- _RECORDS SUPPLIED_:

::::::::::

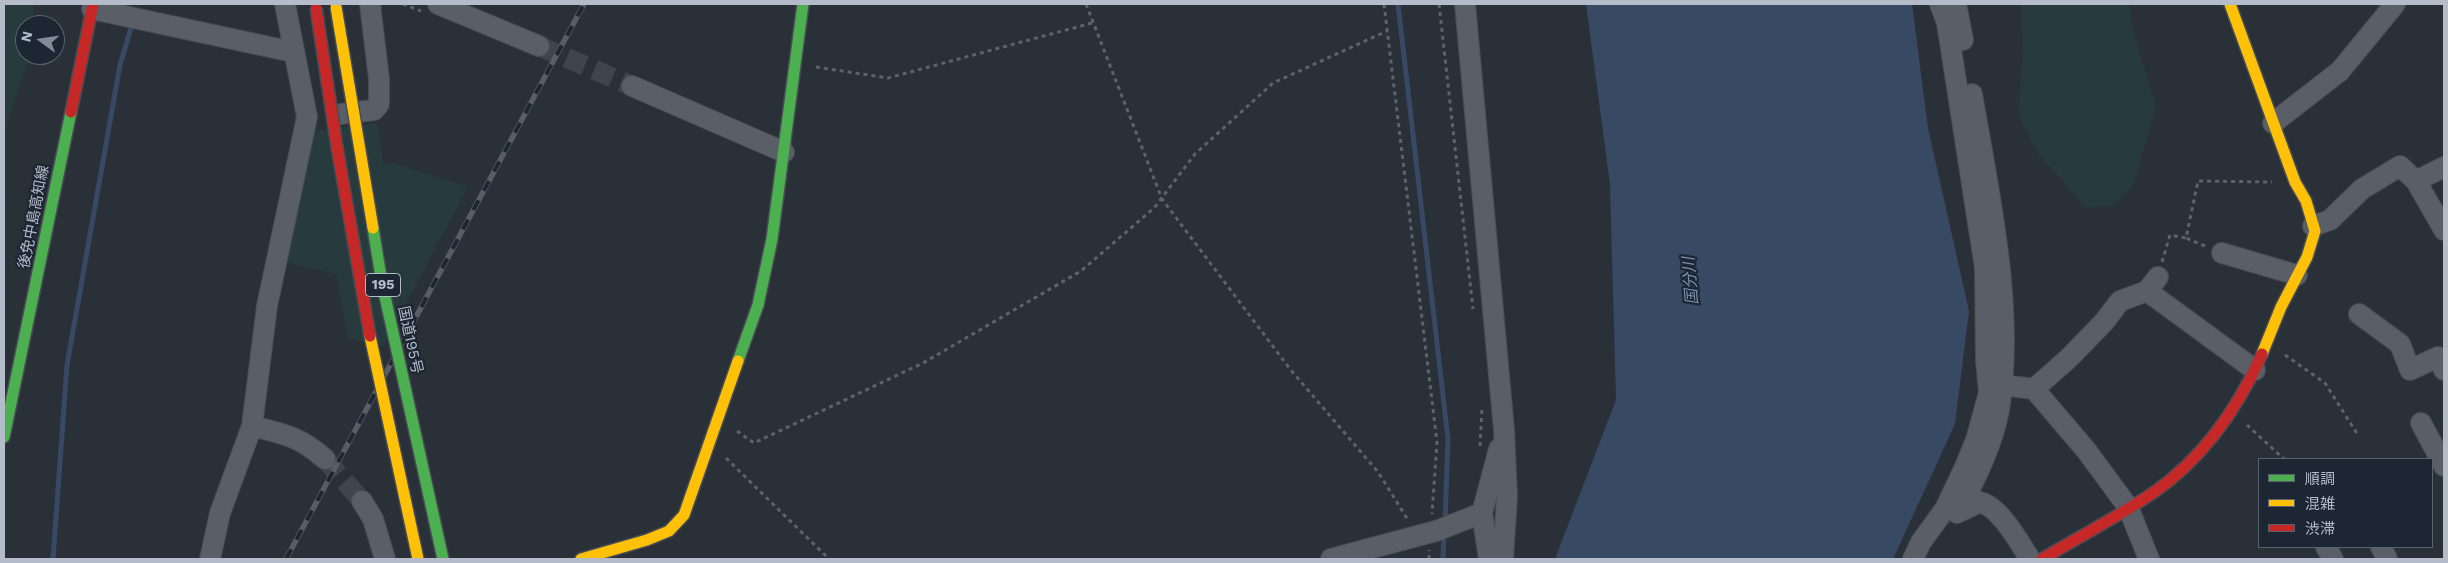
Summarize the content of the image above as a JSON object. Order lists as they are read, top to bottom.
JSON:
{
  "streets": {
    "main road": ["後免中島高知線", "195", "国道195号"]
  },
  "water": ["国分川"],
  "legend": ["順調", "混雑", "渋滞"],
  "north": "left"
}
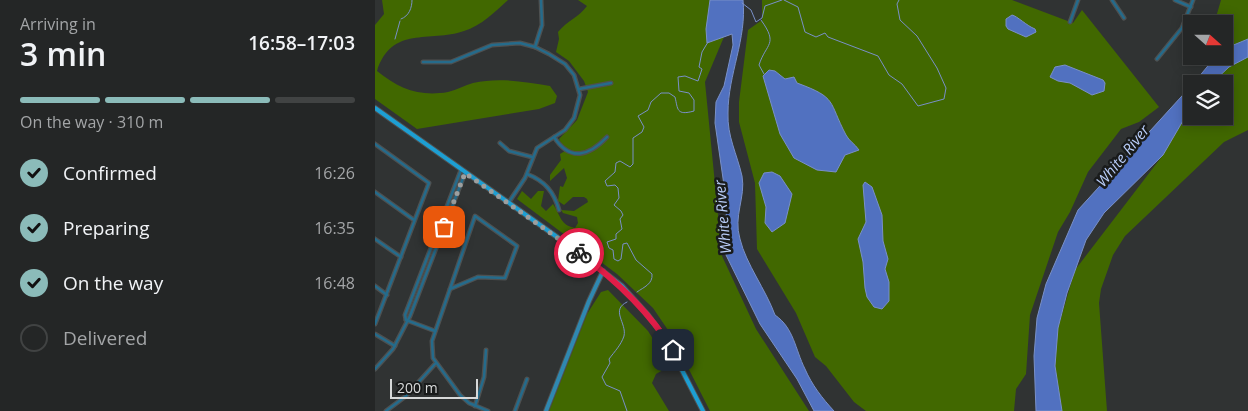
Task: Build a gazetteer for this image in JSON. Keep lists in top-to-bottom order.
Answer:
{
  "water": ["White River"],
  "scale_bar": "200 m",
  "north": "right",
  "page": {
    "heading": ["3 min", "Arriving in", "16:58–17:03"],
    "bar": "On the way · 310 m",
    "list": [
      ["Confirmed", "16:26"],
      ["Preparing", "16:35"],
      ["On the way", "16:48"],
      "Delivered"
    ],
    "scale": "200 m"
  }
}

::::::::::

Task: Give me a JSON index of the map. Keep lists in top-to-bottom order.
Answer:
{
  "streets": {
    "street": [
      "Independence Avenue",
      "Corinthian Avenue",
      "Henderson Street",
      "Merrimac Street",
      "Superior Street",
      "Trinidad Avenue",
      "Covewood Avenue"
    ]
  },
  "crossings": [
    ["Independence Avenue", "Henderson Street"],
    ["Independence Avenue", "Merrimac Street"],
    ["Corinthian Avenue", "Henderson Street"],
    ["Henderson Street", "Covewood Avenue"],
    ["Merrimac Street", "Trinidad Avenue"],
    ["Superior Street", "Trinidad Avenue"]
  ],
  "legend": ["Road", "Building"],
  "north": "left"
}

::::::::::

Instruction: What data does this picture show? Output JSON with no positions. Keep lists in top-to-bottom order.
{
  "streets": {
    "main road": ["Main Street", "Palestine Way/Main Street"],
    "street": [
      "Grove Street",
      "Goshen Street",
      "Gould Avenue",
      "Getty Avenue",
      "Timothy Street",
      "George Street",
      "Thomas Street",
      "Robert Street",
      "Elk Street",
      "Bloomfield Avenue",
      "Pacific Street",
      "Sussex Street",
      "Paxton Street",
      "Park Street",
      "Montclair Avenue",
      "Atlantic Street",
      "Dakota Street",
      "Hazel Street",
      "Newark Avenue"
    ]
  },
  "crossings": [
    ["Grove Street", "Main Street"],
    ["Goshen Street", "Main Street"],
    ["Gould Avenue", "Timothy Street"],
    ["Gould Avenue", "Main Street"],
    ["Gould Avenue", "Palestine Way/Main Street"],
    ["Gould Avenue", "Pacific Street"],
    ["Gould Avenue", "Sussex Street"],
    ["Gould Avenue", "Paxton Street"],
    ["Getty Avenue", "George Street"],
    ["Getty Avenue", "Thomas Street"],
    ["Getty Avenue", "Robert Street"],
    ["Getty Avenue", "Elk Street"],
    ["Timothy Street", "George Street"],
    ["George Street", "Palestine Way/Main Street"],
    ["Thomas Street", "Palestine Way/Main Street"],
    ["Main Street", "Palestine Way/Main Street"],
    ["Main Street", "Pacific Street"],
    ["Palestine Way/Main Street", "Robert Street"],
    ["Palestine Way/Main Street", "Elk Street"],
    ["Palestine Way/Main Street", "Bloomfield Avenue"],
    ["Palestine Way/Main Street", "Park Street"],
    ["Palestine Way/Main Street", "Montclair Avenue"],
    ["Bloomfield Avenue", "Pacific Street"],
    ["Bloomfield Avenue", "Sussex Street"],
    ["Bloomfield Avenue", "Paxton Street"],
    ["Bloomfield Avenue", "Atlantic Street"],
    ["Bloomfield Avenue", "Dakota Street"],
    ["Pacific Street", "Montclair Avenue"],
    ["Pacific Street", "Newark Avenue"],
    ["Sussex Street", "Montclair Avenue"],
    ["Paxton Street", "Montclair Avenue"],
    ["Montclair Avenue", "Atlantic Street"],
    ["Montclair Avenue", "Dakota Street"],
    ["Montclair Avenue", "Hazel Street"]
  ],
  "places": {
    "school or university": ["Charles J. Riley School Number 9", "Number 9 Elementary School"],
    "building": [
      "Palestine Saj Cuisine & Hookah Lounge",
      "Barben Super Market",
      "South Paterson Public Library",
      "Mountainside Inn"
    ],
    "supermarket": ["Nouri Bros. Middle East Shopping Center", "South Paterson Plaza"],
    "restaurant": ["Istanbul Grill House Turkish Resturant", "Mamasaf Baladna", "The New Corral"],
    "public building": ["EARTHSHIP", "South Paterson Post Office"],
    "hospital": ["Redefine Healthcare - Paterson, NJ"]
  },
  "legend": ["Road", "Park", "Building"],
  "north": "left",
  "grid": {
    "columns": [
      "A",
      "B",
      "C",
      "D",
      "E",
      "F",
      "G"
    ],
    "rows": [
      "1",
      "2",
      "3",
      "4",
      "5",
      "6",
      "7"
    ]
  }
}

::::::::::

- _PROBLEM DETAILS_: Where a line of the records above holds the word "Task", copy that line.

- _ANSWER BOX_:
Task: Build a gazetteer for this image in JSON. Keep lists in top-to-bottom order.
Task: Give me a JSON index of the map. Keep lists in top-to-bottom order.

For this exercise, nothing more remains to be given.